_BRIEF_. Reproduce every line in the listing that contains the word "grid".

_AVAILABLE DATA_.
=== Section Start ===
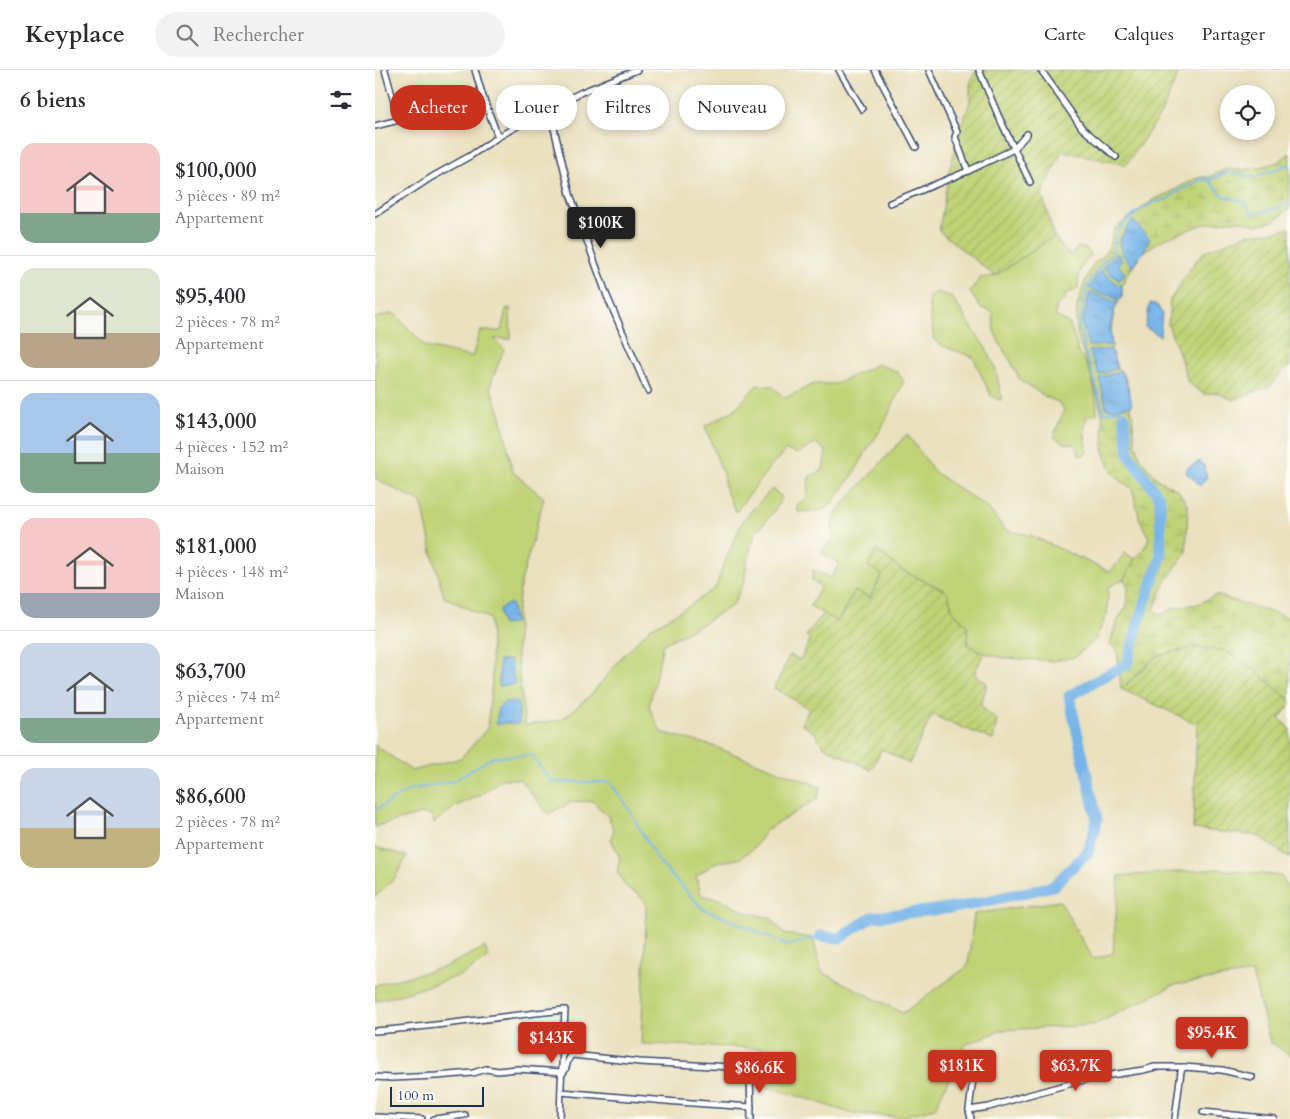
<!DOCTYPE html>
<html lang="fr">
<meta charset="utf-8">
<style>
body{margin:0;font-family:Cardo,serif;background:#f2f2f3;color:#2b2b33;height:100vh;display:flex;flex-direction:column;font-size:19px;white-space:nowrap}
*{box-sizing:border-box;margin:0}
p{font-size:16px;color:#7c7c81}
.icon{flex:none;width:28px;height:28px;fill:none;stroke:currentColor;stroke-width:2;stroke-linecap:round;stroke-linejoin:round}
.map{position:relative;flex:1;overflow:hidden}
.side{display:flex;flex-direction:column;background:#fff;width:375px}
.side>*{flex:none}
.hud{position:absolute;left:15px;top:15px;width:475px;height:45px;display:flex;gap:10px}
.tools{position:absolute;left:845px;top:15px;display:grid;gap:10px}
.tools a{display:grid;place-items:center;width:55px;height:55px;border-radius:50%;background:#fff;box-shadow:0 2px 8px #0003;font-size:25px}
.scale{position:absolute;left:15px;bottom:12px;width:94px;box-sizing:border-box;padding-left:5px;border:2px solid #1b2f5e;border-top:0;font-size:14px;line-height:18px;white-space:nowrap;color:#1b2f5e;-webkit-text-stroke:4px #fdfcf7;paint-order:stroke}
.price{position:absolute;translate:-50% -42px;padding:0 11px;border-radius:5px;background:#c8321e;color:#fff;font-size:16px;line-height:32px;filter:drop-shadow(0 1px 2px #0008)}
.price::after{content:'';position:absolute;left:50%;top:30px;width:15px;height:11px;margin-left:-8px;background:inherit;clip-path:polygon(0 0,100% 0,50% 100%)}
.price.selected{background:#222;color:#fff}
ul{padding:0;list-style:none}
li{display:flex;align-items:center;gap:15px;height:125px;padding:0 20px}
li+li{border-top:1px solid #e1e1e2}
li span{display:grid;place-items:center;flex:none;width:140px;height:100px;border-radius:15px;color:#555}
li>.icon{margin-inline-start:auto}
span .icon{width:60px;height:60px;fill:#fffc;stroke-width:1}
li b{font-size:21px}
h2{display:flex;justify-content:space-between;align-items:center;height:60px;padding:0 20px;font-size:21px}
.chip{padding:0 18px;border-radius:22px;background:#fff;box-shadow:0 2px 8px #0003;font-size:18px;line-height:45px}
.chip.selected{background:#c8321e;color:#fff}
header{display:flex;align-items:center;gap:30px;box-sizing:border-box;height:70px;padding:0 25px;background:#fff;border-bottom:1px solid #e1e1e2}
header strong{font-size:24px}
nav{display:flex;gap:28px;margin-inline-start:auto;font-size:18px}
.search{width:350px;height:45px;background:#f2f2f3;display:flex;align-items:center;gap:12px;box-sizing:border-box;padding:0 18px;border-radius:28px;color:#7c7c81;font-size:19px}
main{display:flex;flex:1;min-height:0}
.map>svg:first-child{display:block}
</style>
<header>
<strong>Keyplace</strong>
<div class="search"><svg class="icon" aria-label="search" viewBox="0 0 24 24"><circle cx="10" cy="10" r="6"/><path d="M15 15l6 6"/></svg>Rechercher</div>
<nav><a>Carte</a><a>Calques</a><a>Partager</a></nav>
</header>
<main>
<section class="side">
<h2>6 biens<svg class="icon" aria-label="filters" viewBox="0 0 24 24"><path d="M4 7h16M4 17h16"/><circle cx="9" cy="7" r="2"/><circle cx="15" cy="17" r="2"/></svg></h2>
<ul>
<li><span style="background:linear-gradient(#f6c9c9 70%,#7fa58c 0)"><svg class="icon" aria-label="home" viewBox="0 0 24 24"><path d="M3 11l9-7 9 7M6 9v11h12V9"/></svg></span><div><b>$100,000</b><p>3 pièces · 89 m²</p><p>Appartement</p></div></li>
<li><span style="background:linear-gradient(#dfe7d0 65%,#b9a48a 0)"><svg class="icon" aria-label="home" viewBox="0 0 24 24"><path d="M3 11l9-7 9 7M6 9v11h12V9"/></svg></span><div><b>$95,400</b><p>2 pièces · 78 m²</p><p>Appartement</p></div></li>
<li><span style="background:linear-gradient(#a9c7e8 60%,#7fa58c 0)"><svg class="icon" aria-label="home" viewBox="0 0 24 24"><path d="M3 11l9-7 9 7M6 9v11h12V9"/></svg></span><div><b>$143,000</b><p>4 pièces · 152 m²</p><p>Maison</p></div></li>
<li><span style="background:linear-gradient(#f6c9c9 75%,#9aa5b1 0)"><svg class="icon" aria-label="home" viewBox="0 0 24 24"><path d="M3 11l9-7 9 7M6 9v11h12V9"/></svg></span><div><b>$181,000</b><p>4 pièces · 148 m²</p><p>Maison</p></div></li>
<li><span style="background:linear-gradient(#c9d6e8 75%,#7fa58c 0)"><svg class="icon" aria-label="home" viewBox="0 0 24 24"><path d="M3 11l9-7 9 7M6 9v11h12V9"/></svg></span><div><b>$63,700</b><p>3 pièces · 74 m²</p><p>Appartement</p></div></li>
<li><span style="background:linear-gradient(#c9d6e8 60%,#c2b280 0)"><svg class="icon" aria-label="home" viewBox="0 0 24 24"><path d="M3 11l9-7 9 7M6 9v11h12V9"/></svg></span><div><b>$86,600</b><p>2 pièces · 78 m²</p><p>Appartement</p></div></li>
</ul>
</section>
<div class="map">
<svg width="915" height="1049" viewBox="0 0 915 1049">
<defs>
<pattern id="wetland-marsh" width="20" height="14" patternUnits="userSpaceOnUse" patternTransform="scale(1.25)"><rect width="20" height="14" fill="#c0d275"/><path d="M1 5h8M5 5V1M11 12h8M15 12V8" fill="none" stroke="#a4b568"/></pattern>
<pattern id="garden-furrows" width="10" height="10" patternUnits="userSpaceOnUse" patternTransform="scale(1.25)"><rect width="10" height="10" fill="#c0d275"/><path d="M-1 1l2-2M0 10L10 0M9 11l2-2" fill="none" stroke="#a4b568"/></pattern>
<pattern id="water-ripples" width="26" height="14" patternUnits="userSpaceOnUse" patternTransform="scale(1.25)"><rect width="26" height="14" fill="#75b3e8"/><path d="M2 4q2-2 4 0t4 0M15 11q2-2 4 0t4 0" fill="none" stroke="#5f92bf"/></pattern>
</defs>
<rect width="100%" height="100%" fill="#fdfcf7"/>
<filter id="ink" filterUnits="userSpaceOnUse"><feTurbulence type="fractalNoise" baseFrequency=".02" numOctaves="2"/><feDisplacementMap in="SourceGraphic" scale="10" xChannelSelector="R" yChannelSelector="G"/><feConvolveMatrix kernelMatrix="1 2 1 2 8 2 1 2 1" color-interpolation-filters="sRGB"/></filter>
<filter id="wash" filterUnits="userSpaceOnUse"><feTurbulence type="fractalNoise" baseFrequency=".0096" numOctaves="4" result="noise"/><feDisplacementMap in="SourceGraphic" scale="20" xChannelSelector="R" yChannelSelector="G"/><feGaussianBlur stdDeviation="1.12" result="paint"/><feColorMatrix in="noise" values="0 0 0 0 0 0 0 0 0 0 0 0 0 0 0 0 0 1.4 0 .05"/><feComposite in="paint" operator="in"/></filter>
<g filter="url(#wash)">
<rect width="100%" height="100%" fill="#e9e0bd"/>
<!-- grass -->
<g fill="#c0d275" stroke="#6e806a">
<path d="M679,166L690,181L696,185L703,177L712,179L716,185C705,197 703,202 703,219L690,224V230L682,235L680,246L695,254L702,275V281C716,295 722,325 722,344L712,346L709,362L712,376L711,384L705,386L699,374L689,373L679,367C681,357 687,349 689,339L683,332L671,327L645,310L636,292L625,274L619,261L618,244L614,240L606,238L600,230L595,222L605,208L620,206Z"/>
<polygon points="562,222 576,226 612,280 620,297 627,329 625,330 616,326 598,287 568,276 559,270 554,237 554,226"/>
<polygon points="135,238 136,269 119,269 129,279 115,316 126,346 138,402 169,428 146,512 142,541 142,587 150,655 186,650 216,625 247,587 274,559 314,536 341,517 348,496 368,450 397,419 407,427 400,440 380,464 372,491 369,512 358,535 325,555 288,574 274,637 286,662 338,676 446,717 442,729 390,761 380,777 364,789 342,792 321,806 326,825 344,829 371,842 396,848 409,864 438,868 447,902 528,943 593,896 599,844 685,831 718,889 738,883 744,806 844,799 906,806 915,819 915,985 895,972 877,903 799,915 719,955 627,960 590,975 560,1038 525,1047 475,1043 433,1029 392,1017 387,978 266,974 271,852 271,834 264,825 251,817 242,801 245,788 236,769 239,759 232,745 217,731 197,732 173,744 145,709 127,709 104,726 81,736 59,753 57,745 46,744 2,756 0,758 0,675 37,701 86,688 112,659 117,611 115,549 69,527 57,482 47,433 0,408 0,248 19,243 51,277 97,287 105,261 126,261 131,239"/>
<polygon points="503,294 522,302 529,311 508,356 491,382 478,405 453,438 442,441 423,442 422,435 432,427 434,407 448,400 451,381 441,373 422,384 411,380 394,398 361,442 350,419 348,404 330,356 359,340 382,315 397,316 410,328 439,314 460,314"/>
<polygon points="532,364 559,401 571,410 613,438 630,460 655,465 735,502 750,483 760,489 749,509 733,517 732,544 721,569 700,587 679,591 629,588 609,583 593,575 592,555 578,542 573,524 569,520 528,501 502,480 493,496 507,505 495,528 480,521 462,552 435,536 446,517 437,510 438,500 456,508 464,493 446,482 458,470 457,452 463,440"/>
<polygon points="0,777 32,786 20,808 0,827"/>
<polygon points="110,877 113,888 87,905 28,924 0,931 0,915 70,897"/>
</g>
<!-- wetland -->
<polygon fill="url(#wetland-marsh)" stroke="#6e806a" points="915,83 915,138 899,151 882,155 869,151 853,151 830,154 791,168 769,181 766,185 751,207 747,216 747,226 740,238 735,266 737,275 736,279 742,298 746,301 751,309 755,325 760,372 766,389 782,409 803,420 813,436 811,483 790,512 779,540 787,545 799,538 823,534 841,525 915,548 915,630 872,594 798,583 782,586 746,619 742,580 735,574 741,553 752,536 753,517 749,509 760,489 768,480 774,468 765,450 757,418 747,412 738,402 732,390 728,378 728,349 721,320 707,280 702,262 701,251 702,236 712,206 719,193 727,188 734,177 739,159 778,130 796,122 819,109 827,107 834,107 836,106 851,99 866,100 882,98 903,92"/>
<!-- garden -->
<g fill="url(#garden-furrows)" stroke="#6e806a">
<polygon points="601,0 805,0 786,44 751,95 687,81 667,124 679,166 620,206 564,161 574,101 586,56 595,32 595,14"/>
<polygon points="915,158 915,297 911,297 894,317 858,330 844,323 829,324 813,313 803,280 793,255 795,230 821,190 830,181 873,164 904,161"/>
<polygon points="502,481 528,501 569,520 573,524 578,542 592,555 593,575 609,583 599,604 612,613 606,636 622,650 618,670 557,645 534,694 507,679 496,700 448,676 441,664 427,654 434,639 399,618 415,585 425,590 435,570 431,566 448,543 462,552 480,521 495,528 507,505 493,496"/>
<polygon points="819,577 848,580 872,594 915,630 915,634 904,649 915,658 915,788 883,766 818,759 822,654 746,619 782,586"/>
</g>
<!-- water -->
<g fill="url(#water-ripples)" stroke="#4871a3">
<path d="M758,150L775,169L769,181L757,197C740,174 740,173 758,150Z"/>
<polygon points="742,183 747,190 743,195 750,203 744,211 728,197"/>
<polygon points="726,200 743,215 745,213 747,216 747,226 745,230 722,222 714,218"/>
<path d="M715,222L743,233C736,244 734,262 737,275L713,276L712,268L707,254Z"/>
<polygon points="775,233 782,235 787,243 785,266 770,257"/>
<polygon points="736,279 742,298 724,305 714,281"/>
<path d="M746,301C752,312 755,323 757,335L740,339H732L724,308Z"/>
<polygon points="825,391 829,396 832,407 825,416 821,411 811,403 812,398"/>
<polygon points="136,533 140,552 136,554 127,555 124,539"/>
<polygon points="135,590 140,614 124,616 124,591"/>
<path d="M142,631L144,639V654C135,655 131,651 122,655L121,653L123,638L130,632Z"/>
</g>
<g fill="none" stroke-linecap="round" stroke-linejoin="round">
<!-- stream -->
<g stroke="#75b3e8" stroke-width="2">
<path d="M834,110C839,116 845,125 852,127C863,132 872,126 876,144L902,139L915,131"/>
<polyline points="749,346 746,340 729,343 719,307 709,279 709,274 704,257 711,222 714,213 725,196 737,184 742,161 760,144 777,133 791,130 801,123 827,109 834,110 853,102 872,106 880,107 915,94"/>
<polyline points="0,740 34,720 78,711 118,687 157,685 176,712 235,712 251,734 283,791 328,839 374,858 413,876 445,866"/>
</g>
<!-- river -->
<polyline stroke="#75b3e8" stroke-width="11" points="445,866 465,868 497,847 585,837 678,816 713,782 722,750 694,626 752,594 764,551 786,487 785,428 754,385 749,346"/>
</g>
</g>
<g filter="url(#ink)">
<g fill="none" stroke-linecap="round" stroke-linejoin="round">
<!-- street casing -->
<g stroke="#3a4a6c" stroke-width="8">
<g id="street">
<polyline points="10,0 24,50"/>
<polyline points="100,0 108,27 123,67"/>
<polyline points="464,0 487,39"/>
<polyline points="500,0 541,77"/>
<polyline points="554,0 582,62 580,67 593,101"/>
<polyline points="604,0 623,45 655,112"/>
<polyline points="666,0 707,58 741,87"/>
<polyline points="174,38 195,124 232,226 273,321"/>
<polyline points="0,56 51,43"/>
<polyline points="515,133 593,101 639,79 652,64"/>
<polyline points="0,144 57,107 95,86 123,67 174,38 207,22 262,0"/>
<path d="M0,961C64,956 127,946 190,940L186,1015L185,1049"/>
<path d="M186,1005C194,999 190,990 197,985L265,992L374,998L375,1000L376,1049"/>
<polyline points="0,1007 17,1008 61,1006 98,1003 111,999 123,1001 142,999 187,1002"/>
<polyline points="186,1022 303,1032 376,1037"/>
<polyline points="594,1040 614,1037 650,1026 716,1008 768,1000 780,997 809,997"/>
<polyline points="828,1042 899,1049"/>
<polyline points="0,1047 47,1049"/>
<polyline points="59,1049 90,1045"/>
<polyline points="596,1049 594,1040 600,993"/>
<polyline points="800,1049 806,1001 809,997 847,1000 877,1007"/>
</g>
</g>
<!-- street -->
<use href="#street" stroke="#fff" stroke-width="5"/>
</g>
</g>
</svg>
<div class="tools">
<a><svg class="icon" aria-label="locate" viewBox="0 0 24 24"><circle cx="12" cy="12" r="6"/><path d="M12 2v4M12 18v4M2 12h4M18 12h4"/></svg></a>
</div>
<div class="scale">100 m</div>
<b class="price selected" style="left:226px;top:179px">$100K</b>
<b class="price" style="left:837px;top:989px">$95.4K</b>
<b class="price" style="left:177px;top:994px">$143K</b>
<b class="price" style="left:587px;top:1022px">$181K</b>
<b class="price" style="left:701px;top:1022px">$63.7K</b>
<b class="price" style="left:385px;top:1024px">$86.6K</b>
<div class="hud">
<a class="chip selected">Acheter</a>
<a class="chip">Louer</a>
<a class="chip">Filtres</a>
<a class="chip">Nouveau</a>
</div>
</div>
</main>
=== Section End ===
_EXERCISE SOLUTION_.
.tools{position:absolute;left:845px;top:15px;display:grid;gap:10px}
.tools a{display:grid;place-items:center;width:55px;height:55px;border-radius:50%;background:#fff;box-shadow:0 2px 8px #0003;font-size:25px}
li span{display:grid;place-items:center;flex:none;width:140px;height:100px;border-radius:15px;color:#555}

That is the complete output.